Is it age or experience that is more important?
I have no worries at all there. I am strong and have always been sporty. I run, cycle and kayak and still do a lot of sailing on the Balaton Lake.
Meantime the boat has spent many weeks in the boat yard in Hungary being refinished and modified. That has put them a little behind their training schedule but the good news is that Fa and new Kiwi-American co-skipper Conrad Colman are en route for Barcelona, passing this Tuesday between the Adriatic and the Mediterranean. Since leaving Trieste they have been mostly sailing in upwind conditions which has been a good test for the boat, but quite unpleasant for the duo. Colman, who joined the project just a few days before the boat left Trieste, says he is enjoying the challenge, having a pleasant birthday moment on board Spirit of Hungary.
Nandor, how was the final build up to leaving Trieste and actually getting sailing?
It was such a busy time in Trieste after we transported the boat from Hungary. To start the last days we had to set rig and sails and a couple of days after the boat arrived there, Conrad arrived and gor straight to work. He has been happy help us and had a chance to learn some more abut the boat, but in the end the pieces became a boat. And the last two days were very tough with so much to do in such a short time. There were a lot of jobs to be done after the boat was in the yard for the modifications. We had to rebuild almost everything. All the fittings on the mast, electronics and sails. We needed about 10 people in the end on the last day, all busy from the morning until the evening. We will be at about 90 per cent for the delivery. The jobs are well done and the team was good. The boat does generally seem to be fantastic for me. But as far as we can judge the changes and modifications are really good. I am optimistic. I feel good about it.

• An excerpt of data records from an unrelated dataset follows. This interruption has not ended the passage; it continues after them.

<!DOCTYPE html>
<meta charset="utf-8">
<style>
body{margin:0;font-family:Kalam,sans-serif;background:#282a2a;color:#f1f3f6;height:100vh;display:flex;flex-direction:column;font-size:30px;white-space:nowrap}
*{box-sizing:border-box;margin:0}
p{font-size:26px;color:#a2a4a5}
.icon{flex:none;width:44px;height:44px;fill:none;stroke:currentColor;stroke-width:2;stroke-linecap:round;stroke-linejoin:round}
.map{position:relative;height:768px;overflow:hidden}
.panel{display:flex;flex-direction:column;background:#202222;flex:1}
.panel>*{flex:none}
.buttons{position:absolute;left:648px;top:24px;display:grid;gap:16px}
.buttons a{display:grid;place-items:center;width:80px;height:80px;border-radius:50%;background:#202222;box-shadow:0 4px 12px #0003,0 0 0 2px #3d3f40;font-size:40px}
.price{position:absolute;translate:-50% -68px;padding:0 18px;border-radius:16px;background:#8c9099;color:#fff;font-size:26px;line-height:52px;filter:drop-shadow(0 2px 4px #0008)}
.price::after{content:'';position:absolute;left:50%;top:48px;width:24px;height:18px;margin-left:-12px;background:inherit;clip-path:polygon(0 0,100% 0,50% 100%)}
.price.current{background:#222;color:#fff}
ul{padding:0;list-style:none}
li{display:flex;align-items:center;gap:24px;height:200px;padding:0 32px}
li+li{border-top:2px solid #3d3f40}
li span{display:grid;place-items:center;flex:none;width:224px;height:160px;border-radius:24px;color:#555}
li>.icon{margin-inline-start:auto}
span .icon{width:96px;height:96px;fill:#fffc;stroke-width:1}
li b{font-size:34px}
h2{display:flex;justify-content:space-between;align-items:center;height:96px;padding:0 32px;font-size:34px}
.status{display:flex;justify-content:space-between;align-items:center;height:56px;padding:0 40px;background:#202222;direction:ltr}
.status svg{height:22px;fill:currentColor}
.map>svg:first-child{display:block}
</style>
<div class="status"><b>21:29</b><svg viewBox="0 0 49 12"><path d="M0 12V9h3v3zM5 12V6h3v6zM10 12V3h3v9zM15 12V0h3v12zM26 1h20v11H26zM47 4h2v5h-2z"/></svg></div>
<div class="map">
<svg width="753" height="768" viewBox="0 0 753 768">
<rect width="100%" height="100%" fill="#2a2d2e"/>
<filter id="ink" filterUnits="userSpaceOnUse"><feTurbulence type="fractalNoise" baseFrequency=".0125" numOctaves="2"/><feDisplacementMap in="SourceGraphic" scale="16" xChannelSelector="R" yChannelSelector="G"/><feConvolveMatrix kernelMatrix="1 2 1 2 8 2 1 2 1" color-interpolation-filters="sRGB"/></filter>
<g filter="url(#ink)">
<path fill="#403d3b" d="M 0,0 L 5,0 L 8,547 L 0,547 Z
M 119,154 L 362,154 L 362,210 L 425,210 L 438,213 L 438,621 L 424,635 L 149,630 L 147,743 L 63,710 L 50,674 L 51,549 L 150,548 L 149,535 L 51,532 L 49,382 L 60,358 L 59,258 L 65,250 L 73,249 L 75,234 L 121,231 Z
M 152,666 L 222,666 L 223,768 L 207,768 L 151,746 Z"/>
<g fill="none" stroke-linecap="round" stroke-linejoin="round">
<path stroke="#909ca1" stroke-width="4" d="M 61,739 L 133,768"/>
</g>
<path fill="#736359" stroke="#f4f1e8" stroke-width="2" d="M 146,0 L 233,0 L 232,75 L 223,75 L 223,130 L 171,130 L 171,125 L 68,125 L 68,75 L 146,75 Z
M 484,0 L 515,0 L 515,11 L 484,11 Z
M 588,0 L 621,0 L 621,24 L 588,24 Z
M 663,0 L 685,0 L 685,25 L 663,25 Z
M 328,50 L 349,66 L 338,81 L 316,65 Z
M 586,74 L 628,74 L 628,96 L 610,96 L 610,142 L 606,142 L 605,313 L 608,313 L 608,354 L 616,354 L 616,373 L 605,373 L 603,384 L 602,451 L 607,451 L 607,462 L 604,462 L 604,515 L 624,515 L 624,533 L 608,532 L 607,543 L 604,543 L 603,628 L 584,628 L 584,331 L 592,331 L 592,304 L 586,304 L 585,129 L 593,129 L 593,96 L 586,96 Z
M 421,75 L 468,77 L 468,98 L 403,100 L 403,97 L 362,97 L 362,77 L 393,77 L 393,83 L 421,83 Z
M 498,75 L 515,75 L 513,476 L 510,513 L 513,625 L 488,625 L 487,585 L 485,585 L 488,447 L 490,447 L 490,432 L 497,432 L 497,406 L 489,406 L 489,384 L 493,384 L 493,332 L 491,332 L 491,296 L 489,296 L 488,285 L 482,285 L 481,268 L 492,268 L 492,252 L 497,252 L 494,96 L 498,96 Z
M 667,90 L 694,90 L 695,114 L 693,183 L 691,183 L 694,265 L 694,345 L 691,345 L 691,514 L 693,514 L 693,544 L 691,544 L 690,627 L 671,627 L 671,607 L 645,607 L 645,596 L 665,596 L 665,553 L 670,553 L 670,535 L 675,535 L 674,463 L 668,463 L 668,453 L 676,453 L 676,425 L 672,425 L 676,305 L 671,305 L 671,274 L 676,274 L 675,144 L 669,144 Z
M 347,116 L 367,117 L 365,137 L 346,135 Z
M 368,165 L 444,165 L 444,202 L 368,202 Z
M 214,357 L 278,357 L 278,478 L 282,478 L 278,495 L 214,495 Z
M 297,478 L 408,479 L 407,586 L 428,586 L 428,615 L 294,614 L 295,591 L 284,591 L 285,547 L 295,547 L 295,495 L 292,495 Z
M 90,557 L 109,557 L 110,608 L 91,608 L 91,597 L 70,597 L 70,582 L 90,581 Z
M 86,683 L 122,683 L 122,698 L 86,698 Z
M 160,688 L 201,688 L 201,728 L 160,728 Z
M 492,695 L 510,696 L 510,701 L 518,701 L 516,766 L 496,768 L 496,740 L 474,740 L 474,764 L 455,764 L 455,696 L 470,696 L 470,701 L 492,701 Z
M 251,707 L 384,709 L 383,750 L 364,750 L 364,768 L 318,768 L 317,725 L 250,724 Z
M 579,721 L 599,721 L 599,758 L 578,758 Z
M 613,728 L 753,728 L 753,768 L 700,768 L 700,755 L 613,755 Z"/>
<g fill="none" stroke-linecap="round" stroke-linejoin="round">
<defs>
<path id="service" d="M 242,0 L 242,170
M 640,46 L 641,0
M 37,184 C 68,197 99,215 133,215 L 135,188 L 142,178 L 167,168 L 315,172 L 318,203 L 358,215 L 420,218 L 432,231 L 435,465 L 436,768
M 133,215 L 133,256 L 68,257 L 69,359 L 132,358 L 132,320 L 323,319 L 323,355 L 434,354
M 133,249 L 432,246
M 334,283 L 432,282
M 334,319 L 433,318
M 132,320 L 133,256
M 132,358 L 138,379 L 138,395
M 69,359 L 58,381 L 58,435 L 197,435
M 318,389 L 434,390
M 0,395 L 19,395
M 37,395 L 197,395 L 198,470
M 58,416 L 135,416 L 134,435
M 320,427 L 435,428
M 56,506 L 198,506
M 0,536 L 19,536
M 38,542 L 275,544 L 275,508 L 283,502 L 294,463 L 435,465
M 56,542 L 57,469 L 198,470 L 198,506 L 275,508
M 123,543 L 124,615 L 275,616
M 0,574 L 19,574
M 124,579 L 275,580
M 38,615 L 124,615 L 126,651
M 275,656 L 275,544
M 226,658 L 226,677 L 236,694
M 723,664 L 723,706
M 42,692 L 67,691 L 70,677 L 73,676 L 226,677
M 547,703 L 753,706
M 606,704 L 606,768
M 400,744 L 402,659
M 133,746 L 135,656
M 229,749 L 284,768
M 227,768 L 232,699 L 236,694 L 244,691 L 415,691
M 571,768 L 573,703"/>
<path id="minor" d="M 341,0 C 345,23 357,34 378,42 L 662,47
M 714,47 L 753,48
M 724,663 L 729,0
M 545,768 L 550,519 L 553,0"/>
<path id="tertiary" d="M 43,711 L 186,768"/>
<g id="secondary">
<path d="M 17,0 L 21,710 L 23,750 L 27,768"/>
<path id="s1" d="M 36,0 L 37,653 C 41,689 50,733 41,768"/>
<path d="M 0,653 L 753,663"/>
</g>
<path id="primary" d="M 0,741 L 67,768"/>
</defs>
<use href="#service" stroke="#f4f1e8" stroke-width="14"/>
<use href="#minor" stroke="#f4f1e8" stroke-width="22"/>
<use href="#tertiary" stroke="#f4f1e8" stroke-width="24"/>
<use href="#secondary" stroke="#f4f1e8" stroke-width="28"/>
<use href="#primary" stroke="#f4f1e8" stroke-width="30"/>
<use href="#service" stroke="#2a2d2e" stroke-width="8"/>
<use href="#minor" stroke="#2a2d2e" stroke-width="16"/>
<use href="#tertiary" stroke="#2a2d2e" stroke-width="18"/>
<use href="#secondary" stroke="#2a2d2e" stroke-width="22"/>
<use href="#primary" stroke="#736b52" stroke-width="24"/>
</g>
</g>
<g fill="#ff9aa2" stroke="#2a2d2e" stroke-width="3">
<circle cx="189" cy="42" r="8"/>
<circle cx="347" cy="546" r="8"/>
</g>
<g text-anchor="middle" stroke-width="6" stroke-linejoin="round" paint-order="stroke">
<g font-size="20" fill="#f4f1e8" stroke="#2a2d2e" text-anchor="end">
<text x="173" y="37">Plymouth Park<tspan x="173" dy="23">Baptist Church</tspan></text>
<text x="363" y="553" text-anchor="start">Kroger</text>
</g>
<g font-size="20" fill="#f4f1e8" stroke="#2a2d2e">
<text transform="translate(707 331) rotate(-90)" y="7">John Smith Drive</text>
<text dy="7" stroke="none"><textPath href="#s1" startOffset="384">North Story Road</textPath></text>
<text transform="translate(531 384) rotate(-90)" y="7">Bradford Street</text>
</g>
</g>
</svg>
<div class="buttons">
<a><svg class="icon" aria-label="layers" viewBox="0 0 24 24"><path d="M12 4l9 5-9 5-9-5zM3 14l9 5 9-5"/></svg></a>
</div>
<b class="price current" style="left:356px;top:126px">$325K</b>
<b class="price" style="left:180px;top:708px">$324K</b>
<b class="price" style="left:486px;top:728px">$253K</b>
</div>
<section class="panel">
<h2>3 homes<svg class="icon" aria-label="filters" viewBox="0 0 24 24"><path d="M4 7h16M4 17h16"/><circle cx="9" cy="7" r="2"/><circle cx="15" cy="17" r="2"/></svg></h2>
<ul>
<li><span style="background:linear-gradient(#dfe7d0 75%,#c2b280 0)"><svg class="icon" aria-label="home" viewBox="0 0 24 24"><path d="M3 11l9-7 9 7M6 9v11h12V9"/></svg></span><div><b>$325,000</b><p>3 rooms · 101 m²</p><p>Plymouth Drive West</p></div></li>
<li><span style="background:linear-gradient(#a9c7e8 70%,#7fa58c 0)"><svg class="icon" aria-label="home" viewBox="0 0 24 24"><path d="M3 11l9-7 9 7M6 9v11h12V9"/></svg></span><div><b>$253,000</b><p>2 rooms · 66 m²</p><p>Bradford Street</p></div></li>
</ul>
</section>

Speaking this Tuesday morning as they anticipated a short two hours pit stop to fix a couple of small issues with the rigging, Nandor said:
“The weather has made it tiring since we left Trieste, not just that it is upwind but it has been changing all the time, changing in strength and direction but we have been beating all the time non stop, sometimes it is down to zero, sometimes it is 30 plus knots with thunderstorms and so it has been really tiring sailing so far. We have had some technical problems. Right now we are 20 miles from stopping. We will have a short pit stop for a couple of hours and then will carry on to Barcelona. Anyway we are working very well together with Conrad and also with Peter. We are doing four hour watches and that seems to be working for us. You can ask Conrad later when we get there. We have quite a few small techncial things to fix, but we are happy. Progress has been a bit slower than we wanted but from the Strait of Medina it will better”.
And Conrad Colman added: “I am 31 today. It is great day. I was sailing upwind having breakfast of cereal and yoghurt with the sunshine and it was a beautiful moment, having a good day. It has been a little bit complicated with the slamming conditions that we have had which have been good for testing the boat but that is never pleasurable. My grandfather and father always said a gentleman should never go to windward and I have long since not been a gentleman. It is nice to start to get a feeling for Spirit of Hungary.”